=== Task ===
From the data, return each line holding the word "font".

Dataset Block Start

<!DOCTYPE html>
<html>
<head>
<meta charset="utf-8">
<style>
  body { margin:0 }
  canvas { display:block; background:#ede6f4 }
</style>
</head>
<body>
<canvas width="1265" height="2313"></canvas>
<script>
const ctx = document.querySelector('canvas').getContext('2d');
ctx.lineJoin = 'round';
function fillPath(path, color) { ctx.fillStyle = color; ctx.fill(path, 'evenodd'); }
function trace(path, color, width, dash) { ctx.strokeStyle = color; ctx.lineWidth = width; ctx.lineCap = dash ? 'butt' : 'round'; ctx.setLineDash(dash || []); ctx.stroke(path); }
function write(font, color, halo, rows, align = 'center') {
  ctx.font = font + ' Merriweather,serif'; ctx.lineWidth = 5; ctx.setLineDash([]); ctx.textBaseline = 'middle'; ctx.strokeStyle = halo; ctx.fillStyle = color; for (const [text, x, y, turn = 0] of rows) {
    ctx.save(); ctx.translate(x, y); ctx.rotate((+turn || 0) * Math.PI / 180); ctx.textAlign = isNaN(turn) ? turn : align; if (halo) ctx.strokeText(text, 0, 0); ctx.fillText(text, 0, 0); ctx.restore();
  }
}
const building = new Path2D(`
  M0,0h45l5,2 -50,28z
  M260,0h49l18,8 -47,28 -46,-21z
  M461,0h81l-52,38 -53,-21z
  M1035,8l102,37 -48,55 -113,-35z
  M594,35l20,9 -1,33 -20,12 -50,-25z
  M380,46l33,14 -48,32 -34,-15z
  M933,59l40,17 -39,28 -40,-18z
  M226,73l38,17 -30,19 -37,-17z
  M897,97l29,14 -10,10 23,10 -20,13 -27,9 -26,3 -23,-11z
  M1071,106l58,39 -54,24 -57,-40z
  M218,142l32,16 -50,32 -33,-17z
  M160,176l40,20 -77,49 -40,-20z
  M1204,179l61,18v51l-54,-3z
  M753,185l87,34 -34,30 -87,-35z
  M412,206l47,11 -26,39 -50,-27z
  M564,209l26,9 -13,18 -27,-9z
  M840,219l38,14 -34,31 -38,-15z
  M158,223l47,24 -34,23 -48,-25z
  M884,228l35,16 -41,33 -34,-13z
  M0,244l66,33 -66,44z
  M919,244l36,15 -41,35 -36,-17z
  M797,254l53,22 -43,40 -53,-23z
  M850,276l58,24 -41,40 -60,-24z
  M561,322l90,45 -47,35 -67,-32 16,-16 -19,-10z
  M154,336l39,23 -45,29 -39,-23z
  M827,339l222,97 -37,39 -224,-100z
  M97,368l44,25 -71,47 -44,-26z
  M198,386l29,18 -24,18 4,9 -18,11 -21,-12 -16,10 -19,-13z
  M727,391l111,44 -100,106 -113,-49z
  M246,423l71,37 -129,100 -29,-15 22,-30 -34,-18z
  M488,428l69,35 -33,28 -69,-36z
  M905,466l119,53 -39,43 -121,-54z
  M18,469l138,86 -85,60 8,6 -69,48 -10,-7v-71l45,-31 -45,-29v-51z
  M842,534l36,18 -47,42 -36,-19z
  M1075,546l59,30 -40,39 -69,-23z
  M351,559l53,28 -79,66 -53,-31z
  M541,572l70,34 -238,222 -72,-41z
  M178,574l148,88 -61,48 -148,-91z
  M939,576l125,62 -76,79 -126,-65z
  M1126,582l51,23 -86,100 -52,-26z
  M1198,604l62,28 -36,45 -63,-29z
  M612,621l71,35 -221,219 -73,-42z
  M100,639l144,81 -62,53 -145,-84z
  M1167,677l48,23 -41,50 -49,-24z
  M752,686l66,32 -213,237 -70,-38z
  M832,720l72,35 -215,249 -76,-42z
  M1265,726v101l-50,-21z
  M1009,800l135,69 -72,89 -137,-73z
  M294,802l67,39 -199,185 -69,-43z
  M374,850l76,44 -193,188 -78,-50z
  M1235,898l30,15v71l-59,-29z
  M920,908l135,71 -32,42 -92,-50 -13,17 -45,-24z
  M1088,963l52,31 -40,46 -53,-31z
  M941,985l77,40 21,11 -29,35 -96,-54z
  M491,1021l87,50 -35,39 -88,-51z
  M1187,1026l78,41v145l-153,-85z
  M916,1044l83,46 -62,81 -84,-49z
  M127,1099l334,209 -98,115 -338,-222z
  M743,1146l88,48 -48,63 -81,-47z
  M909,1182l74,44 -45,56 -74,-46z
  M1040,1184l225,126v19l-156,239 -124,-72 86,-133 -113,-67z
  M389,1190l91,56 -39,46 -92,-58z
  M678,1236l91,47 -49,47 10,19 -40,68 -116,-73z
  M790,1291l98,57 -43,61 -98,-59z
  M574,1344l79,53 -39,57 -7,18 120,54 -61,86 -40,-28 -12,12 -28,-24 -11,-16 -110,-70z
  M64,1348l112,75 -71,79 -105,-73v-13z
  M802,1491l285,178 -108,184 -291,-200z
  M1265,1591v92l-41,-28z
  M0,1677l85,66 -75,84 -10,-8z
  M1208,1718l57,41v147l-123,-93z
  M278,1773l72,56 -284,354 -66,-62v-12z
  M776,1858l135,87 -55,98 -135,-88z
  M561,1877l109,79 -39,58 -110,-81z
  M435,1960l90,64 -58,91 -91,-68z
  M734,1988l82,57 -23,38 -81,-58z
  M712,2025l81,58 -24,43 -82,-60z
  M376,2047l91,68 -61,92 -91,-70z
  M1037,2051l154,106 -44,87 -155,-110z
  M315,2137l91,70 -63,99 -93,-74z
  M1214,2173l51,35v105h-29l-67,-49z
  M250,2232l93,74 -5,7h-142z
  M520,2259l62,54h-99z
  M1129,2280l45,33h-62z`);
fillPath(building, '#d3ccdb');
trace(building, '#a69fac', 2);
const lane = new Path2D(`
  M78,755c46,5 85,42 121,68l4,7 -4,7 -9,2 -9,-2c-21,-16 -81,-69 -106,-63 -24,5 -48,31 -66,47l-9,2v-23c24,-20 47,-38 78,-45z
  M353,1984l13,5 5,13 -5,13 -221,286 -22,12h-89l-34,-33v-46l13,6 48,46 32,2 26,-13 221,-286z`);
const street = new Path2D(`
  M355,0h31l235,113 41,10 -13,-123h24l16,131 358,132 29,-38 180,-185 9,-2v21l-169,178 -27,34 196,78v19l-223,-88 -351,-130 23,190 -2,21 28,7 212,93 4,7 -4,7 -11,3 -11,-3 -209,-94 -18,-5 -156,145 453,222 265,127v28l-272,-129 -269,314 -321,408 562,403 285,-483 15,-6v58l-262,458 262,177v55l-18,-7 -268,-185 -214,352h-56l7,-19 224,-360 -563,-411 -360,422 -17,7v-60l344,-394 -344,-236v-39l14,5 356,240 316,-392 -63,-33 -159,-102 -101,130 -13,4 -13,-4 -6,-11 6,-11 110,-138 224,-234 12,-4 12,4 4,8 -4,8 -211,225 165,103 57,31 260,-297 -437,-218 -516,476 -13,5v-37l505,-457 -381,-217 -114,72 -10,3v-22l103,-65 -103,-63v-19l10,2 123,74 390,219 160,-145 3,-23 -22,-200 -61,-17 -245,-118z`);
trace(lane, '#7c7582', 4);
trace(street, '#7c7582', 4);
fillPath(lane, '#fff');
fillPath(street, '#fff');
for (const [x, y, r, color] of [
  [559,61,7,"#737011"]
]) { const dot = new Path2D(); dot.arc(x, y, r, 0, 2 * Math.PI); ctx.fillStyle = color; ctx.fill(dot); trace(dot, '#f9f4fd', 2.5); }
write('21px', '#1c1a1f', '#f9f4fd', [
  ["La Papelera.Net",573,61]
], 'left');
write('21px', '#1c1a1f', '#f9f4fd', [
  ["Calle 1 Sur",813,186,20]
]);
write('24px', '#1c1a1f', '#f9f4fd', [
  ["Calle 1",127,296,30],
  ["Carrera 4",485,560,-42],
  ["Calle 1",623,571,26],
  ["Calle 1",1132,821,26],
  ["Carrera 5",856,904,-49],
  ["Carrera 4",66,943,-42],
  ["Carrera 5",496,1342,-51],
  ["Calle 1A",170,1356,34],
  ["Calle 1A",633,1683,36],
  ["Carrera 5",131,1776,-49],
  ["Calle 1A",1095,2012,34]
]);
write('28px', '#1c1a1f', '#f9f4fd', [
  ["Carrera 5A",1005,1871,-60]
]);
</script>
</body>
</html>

Dataset Block End

=== Reply ===
function write(font, color, halo, rows, align = 'center') {
  ctx.font = font + ' Merriweather,serif'; ctx.lineWidth = 5; ctx.setLineDash([]); ctx.textBaseline = 'middle'; ctx.strokeStyle = halo; ctx.fillStyle = color; for (const [text, x, y, turn = 0] of rows) {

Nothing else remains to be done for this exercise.